In the 2016 monetary policy statement, the Reserve Bank of Zimbabwe (RBZ) estimated that US$684 million was remitted outside Zimbabwe or externalised by individuals under the auspices of free funds for various dubious and unwarranted purposes that include remittance of donations to oneself, offshore investments, externalisation of export sales proceeds by corporates through individual accounts leading to pervasive tax evasion and externalisation -- IFFs depriving the Government of the much needed revenue.

IFFs have serious social, economic and political ramifications hence the reason why this subject cannot be divorced from the populace and the newly appointed ZACC should not turn a blind eye and focus mainly on corruption in the public sector.

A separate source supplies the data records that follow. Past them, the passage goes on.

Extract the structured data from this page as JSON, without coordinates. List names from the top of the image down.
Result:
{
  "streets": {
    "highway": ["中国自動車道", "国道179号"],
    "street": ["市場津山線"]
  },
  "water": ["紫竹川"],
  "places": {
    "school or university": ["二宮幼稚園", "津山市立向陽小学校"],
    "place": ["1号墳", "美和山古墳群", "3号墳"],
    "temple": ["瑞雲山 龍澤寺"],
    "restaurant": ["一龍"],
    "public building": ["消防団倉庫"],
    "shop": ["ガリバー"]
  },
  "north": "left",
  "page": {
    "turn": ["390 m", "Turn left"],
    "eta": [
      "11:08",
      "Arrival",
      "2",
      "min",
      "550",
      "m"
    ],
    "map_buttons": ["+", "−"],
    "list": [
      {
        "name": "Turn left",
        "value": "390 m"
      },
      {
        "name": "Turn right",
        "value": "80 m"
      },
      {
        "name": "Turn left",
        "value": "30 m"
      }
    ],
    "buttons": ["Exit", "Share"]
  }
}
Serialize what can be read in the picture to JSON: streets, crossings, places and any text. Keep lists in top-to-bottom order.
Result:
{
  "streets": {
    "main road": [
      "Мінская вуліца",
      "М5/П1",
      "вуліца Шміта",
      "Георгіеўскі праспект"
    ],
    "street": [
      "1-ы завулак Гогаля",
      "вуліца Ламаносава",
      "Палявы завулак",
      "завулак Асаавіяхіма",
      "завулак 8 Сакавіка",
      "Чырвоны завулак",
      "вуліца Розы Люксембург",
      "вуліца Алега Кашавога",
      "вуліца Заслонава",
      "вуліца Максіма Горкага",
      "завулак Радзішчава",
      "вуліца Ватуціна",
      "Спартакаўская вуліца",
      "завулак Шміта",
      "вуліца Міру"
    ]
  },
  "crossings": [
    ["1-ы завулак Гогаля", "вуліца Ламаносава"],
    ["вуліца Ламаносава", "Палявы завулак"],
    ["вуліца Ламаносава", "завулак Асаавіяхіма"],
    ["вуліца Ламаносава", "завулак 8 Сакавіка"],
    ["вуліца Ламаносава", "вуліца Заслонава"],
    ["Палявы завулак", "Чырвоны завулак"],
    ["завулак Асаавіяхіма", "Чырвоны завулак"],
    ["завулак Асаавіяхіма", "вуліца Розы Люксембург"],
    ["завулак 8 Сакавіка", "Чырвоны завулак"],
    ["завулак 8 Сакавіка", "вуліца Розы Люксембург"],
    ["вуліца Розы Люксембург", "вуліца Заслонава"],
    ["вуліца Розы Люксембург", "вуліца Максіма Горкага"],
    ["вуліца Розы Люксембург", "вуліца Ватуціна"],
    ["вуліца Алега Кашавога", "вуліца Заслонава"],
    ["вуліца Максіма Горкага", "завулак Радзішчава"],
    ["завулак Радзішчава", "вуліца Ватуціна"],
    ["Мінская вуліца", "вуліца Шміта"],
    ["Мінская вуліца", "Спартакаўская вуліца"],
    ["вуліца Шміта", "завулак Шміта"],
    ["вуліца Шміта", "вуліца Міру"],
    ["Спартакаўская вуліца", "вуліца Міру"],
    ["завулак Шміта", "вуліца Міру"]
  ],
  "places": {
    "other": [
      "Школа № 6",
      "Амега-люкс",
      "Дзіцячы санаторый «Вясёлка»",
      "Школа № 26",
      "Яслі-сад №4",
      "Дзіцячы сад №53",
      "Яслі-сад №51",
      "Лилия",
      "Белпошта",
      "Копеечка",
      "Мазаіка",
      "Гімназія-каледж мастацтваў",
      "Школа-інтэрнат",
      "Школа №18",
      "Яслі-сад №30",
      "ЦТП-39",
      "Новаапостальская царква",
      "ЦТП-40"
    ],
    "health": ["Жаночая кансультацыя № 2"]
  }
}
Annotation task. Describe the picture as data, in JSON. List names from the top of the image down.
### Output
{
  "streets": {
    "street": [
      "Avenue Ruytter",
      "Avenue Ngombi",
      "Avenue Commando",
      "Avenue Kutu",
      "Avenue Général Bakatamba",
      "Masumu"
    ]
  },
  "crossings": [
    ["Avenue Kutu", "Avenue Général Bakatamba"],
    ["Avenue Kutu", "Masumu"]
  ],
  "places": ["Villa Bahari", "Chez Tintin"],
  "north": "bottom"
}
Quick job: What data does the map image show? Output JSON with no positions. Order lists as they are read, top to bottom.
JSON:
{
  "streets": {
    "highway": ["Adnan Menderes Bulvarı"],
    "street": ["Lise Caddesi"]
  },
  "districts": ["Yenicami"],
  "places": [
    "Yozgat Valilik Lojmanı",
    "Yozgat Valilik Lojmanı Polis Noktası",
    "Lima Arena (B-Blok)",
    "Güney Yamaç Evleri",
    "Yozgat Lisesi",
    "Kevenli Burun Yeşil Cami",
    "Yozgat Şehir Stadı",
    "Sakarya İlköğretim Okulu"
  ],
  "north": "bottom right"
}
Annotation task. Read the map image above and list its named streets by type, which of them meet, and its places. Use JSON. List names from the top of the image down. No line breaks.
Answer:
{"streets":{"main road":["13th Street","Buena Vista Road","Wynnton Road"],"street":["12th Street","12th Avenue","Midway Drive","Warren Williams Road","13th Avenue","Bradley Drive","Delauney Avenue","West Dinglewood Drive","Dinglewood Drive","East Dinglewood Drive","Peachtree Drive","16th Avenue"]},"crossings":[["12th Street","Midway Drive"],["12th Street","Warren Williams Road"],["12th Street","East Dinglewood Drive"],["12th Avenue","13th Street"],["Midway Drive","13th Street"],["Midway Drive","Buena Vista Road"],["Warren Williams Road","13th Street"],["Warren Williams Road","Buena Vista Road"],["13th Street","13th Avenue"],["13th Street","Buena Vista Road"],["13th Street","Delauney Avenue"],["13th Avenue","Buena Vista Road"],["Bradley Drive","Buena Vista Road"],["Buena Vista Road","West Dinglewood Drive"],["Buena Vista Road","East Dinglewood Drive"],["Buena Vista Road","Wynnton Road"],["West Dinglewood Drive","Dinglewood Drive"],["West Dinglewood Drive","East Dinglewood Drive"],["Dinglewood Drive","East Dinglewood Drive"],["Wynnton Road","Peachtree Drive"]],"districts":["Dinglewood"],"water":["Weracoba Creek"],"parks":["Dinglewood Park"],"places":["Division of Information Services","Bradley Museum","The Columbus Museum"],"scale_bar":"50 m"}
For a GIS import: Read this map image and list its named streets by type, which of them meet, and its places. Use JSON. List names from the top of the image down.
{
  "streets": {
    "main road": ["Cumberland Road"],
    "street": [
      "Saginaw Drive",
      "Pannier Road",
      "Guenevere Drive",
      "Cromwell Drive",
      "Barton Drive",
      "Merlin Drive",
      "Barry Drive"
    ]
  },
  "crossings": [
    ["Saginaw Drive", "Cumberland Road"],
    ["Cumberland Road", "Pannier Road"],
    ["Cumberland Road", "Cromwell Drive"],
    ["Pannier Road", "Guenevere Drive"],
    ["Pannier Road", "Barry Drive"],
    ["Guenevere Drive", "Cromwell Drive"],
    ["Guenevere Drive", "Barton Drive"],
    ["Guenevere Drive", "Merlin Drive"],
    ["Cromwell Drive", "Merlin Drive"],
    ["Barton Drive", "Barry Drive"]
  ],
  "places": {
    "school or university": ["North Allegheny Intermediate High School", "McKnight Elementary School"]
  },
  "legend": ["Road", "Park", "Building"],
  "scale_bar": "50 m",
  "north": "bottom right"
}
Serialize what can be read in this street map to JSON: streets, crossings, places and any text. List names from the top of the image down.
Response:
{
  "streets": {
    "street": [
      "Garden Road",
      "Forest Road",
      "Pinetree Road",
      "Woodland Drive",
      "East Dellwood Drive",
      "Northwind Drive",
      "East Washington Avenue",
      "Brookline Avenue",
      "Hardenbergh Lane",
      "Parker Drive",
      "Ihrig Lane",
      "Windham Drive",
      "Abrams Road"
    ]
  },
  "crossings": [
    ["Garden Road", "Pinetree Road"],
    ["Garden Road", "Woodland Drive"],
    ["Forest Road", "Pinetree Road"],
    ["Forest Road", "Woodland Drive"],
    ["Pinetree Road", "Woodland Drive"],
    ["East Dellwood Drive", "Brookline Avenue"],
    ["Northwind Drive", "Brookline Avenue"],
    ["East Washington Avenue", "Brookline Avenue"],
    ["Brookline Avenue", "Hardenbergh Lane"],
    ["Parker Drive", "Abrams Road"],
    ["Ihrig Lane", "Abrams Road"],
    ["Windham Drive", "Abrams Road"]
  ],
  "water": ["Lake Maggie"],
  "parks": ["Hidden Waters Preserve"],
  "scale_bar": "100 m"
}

The primary implication of such resource leakage is a budget deficit and subsequently the inability to adequately fund education, health, agriculture, water and sanitation.

Money lost to IFFs each year would, if kept in the country, increase the tax base, thereby allowing for greater investment in essential services such as healthcare, education, housing and public transport.

These, and similar investments using the money siphoned offshore for private benefit, would spur on much needed job creation. This can dramatically improve the lives of many Zimbabweans.

This has resulted in the emergence of a strong movement in Africa and across the globe working to expose offenders especially corporates and demand an end to the IFFs that continue to impoverish the country and the continent in general. This has seen a number of initiatives being done on the continent such as the "Stop the Bleeding" Campaign, which is being spearheaded by non-governmental organisations whose goal is to combat IFFs and the ZACC and other authorities play a crucial role in stopping the bleeding.

The "Stop the Bleeding" campaign is also important as by curbing IFFs, there will be improved domestic resource mobilisation thereby minimising budget deficits thus lowering fiscal borrowing to finance the deficits and at the same time increasing the fiscal space and thereby minimising Government crowding out of private sector borrowing and the ballooning of both domestic and external debt.

The fight to combat IFFs and to stop the bleeding of developing nations includes transparency. Multinational corporations, mining companies and other corporates must be pressured to open their books and disclose their revenue sources and publish their tax contributions.

Thus IFFs represent critical revenue leakages from the African continent in general and Zimbabwe in particular, undermining public service delivery, and the attainment of social and economic rights by the citizens. In line with Vision 2030 and the anti-corruption crusade embarked by the Government, Zimbabwe therefore needs a national anti-corruption strategy to co-ordinate various governance reforms aimed at curbing corruption and IFFS.